Napolitano: gli Stati sono taccagni, profittate di Horizon 2020!

Nei discorsi più istituzionali - da quello del ministro della salute Lorenzin a quelli del presidente del Senato Grasso e del presidente Napolitano - si è colta la tensione che la parte migliore della politica sente nel voler riportare la scienza nei processi decisionali della politica. A partire da quell'idea di "Senato della conoscenza" che potrebbe rappresentare una via di uscita virtuosa dalle ridondanze del nostro bicameralismo perfetto (!?).

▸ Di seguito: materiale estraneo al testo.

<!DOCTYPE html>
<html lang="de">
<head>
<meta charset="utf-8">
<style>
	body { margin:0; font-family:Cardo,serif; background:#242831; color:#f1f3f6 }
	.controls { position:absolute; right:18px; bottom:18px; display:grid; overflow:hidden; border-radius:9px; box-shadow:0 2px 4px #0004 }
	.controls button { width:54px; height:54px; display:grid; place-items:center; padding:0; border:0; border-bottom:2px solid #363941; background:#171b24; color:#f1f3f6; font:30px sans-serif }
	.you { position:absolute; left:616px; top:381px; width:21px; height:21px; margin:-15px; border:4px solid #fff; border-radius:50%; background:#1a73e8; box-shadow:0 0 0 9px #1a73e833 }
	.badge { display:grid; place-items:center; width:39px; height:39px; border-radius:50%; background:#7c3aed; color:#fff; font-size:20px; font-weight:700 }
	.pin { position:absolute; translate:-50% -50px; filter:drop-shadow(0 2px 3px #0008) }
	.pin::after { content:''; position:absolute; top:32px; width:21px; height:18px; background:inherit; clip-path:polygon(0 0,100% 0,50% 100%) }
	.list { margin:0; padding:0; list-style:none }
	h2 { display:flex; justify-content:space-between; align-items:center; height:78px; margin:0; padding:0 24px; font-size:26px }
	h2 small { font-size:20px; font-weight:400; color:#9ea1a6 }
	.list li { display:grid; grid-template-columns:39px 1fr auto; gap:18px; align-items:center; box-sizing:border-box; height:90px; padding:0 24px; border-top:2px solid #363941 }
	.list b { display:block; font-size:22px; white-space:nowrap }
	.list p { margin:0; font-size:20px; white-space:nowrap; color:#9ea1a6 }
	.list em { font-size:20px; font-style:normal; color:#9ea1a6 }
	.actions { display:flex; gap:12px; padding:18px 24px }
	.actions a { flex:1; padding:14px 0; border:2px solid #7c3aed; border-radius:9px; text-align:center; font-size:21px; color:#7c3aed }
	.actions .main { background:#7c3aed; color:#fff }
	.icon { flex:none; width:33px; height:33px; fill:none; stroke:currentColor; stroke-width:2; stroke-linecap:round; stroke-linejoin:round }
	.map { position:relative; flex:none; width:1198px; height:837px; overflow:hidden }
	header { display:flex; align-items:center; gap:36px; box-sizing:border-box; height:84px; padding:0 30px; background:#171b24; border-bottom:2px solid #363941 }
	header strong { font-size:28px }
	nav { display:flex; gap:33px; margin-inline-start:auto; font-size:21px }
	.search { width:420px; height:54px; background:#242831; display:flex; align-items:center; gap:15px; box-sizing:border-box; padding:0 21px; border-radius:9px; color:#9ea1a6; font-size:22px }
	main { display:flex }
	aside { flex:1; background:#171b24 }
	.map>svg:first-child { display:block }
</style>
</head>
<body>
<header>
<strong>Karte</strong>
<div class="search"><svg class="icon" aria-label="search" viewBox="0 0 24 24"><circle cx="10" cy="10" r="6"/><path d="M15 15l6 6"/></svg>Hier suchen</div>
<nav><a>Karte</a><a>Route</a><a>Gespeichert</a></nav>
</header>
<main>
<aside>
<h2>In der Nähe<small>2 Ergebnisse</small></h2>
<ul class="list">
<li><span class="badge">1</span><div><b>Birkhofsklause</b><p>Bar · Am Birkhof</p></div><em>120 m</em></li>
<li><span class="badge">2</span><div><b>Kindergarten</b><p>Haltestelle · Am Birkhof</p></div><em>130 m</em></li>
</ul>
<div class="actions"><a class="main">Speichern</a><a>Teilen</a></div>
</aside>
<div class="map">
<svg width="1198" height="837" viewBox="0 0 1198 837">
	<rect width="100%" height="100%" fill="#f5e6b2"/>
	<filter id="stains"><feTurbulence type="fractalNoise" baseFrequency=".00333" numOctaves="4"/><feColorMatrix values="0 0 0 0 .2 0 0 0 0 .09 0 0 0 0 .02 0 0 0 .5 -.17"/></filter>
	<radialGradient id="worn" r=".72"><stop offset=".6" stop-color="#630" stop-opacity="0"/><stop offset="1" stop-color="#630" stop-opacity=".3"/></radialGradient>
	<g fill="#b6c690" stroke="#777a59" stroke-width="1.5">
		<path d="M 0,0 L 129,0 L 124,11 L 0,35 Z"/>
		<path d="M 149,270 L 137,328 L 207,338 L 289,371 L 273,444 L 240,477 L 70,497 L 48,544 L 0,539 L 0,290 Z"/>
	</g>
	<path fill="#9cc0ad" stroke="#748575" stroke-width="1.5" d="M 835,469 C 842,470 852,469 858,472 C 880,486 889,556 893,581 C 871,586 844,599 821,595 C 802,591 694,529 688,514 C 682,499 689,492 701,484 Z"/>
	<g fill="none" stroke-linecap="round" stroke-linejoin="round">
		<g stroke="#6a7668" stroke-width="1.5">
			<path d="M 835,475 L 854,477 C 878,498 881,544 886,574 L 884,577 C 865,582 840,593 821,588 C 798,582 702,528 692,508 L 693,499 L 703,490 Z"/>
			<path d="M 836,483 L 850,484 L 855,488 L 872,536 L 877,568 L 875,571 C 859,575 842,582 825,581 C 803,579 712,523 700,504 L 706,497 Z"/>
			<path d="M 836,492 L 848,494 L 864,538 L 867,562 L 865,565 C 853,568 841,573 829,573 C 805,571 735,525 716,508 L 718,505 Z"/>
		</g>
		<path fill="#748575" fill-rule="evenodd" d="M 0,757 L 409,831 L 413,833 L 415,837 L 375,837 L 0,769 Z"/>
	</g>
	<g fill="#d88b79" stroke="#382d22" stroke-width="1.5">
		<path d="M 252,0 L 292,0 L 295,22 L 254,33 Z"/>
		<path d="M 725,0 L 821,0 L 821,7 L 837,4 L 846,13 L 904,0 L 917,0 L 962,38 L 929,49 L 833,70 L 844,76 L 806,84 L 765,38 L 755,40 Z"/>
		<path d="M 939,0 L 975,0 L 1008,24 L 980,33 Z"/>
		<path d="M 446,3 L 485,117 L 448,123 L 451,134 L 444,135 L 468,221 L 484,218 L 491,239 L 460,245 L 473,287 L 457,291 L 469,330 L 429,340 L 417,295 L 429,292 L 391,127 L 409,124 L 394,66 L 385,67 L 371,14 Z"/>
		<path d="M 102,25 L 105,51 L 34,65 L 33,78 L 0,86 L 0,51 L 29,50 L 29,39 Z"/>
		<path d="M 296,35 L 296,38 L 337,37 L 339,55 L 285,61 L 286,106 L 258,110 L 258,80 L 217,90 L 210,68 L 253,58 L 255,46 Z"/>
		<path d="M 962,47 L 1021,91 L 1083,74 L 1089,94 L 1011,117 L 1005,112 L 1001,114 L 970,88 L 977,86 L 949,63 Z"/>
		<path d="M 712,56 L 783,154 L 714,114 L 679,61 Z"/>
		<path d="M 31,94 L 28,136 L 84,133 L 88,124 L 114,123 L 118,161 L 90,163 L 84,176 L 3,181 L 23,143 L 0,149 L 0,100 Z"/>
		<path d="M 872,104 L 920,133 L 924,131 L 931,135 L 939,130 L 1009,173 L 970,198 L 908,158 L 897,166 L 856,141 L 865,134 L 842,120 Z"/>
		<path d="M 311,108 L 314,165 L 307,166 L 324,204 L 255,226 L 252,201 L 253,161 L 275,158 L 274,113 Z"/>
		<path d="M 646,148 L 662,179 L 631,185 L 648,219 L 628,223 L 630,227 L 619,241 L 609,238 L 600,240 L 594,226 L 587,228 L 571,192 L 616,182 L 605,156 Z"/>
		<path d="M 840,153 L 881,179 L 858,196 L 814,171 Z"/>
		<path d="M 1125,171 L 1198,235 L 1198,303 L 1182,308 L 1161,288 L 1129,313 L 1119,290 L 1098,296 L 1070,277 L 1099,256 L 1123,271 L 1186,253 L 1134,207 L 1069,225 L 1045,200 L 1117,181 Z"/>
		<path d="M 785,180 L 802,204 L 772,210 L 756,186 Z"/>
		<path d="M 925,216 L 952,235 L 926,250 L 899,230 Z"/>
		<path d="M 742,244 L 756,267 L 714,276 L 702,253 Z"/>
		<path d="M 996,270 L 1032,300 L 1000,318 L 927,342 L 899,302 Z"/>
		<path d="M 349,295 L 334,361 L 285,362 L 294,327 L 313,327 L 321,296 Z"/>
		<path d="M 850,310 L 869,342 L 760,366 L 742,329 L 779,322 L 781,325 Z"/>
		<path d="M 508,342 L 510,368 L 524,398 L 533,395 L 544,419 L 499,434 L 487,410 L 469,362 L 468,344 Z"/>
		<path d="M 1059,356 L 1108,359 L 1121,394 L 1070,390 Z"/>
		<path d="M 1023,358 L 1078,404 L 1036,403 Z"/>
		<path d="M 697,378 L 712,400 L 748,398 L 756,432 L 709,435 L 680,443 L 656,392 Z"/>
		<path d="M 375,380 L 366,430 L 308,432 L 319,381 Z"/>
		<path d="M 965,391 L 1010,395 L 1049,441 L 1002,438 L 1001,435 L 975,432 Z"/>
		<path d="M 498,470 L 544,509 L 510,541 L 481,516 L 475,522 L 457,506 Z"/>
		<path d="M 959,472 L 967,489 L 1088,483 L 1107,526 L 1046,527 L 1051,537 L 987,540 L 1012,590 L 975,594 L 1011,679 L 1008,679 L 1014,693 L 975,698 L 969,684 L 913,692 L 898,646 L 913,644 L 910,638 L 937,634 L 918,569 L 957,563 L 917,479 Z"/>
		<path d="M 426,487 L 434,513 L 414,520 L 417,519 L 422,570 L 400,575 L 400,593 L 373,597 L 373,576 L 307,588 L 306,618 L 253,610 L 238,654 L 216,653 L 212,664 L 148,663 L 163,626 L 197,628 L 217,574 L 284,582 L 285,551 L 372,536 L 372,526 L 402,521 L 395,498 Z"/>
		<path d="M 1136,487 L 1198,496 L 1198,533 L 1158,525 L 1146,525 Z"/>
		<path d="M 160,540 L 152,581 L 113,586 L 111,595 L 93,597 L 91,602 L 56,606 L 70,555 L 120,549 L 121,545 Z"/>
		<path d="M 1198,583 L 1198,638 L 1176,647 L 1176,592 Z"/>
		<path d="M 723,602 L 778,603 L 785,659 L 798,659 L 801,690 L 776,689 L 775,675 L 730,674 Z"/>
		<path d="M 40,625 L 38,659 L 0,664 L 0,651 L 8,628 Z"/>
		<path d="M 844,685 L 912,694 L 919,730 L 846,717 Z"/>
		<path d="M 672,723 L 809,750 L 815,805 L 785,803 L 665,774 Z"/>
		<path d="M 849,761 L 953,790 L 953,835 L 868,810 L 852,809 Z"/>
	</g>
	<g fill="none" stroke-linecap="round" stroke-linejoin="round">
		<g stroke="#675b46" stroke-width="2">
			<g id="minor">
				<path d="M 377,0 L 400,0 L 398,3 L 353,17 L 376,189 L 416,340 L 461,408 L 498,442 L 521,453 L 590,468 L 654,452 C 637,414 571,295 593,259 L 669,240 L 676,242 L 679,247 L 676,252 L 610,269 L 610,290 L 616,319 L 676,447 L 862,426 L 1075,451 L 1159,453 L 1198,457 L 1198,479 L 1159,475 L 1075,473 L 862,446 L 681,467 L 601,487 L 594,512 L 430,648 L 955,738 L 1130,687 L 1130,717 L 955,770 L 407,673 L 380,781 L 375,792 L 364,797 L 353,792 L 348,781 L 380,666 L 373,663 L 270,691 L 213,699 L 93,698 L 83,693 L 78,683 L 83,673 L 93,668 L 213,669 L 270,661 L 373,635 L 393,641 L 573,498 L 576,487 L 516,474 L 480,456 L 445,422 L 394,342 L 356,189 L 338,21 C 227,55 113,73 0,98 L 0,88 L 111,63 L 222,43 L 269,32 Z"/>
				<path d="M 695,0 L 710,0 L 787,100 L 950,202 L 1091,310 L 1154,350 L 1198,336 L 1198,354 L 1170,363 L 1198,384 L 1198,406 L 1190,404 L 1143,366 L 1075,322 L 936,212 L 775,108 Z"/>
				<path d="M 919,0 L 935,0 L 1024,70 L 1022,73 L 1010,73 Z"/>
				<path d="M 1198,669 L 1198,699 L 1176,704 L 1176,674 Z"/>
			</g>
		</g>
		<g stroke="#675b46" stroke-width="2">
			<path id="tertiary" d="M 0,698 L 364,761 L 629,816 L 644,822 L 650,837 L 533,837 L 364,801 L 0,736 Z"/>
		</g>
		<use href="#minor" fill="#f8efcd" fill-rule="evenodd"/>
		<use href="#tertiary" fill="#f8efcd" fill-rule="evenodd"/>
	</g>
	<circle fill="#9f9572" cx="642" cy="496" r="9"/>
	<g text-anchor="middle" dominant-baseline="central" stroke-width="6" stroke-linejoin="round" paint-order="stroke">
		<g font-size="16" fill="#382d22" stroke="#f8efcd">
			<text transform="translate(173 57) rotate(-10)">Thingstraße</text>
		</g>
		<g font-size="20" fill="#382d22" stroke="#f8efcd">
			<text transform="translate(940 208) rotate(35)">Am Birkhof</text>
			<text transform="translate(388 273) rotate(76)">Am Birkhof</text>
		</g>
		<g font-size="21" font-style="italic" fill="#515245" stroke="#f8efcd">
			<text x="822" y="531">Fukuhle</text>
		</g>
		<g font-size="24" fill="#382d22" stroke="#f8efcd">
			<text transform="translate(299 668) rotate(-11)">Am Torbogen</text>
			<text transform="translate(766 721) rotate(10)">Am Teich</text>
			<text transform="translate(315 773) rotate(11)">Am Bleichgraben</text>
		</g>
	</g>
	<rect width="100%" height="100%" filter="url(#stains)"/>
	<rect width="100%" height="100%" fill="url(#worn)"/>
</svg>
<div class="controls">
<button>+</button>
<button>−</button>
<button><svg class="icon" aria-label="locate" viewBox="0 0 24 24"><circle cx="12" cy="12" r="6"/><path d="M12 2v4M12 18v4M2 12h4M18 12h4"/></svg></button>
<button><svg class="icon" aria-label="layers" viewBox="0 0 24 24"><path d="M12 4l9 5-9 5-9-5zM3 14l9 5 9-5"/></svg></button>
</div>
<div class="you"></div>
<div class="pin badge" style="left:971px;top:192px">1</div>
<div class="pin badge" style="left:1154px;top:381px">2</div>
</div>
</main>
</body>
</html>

Come ha spiegato Napolitano, gli esempi della House of Commons britannica, del Bundesrat tedesco e del Senato francese indicano la strada di una possibile autoriforma della seconda camera a cui togliere compiti legislativi per specializzarlo in compiti più "conoscitivi". "Conoscere prima di deliberare", diceva Luigi Einaudi. Napolitano ha voluto ribadirlo, non mancando di sottolineare ai presenti l'importanza del breve videodiscorso di Barroso quando ha citato la straordinaria occasione rappresentata anche per l'Italia dal nuovo programma quadro Horizon 2020. "Gli stati nazionali sono molto taccagni" ha esclamato Napolitano nel suo discorso con la sua inconfondibile sprezzatura. "E questa è un'eccezione importante fatta per la ricerca (…) perché la ricerca è una parte importante del progetto europeo".
Come ha giustamente notato il presidente dell'INAF Giovanni Bignami nella sua sintesi finale, subito prima del discorso di chiusura del presidente del CNR Luigi Nicolais, Napolitano ha suggellato con la sua presenza una giornata importante. Solo la prima. Speriamo.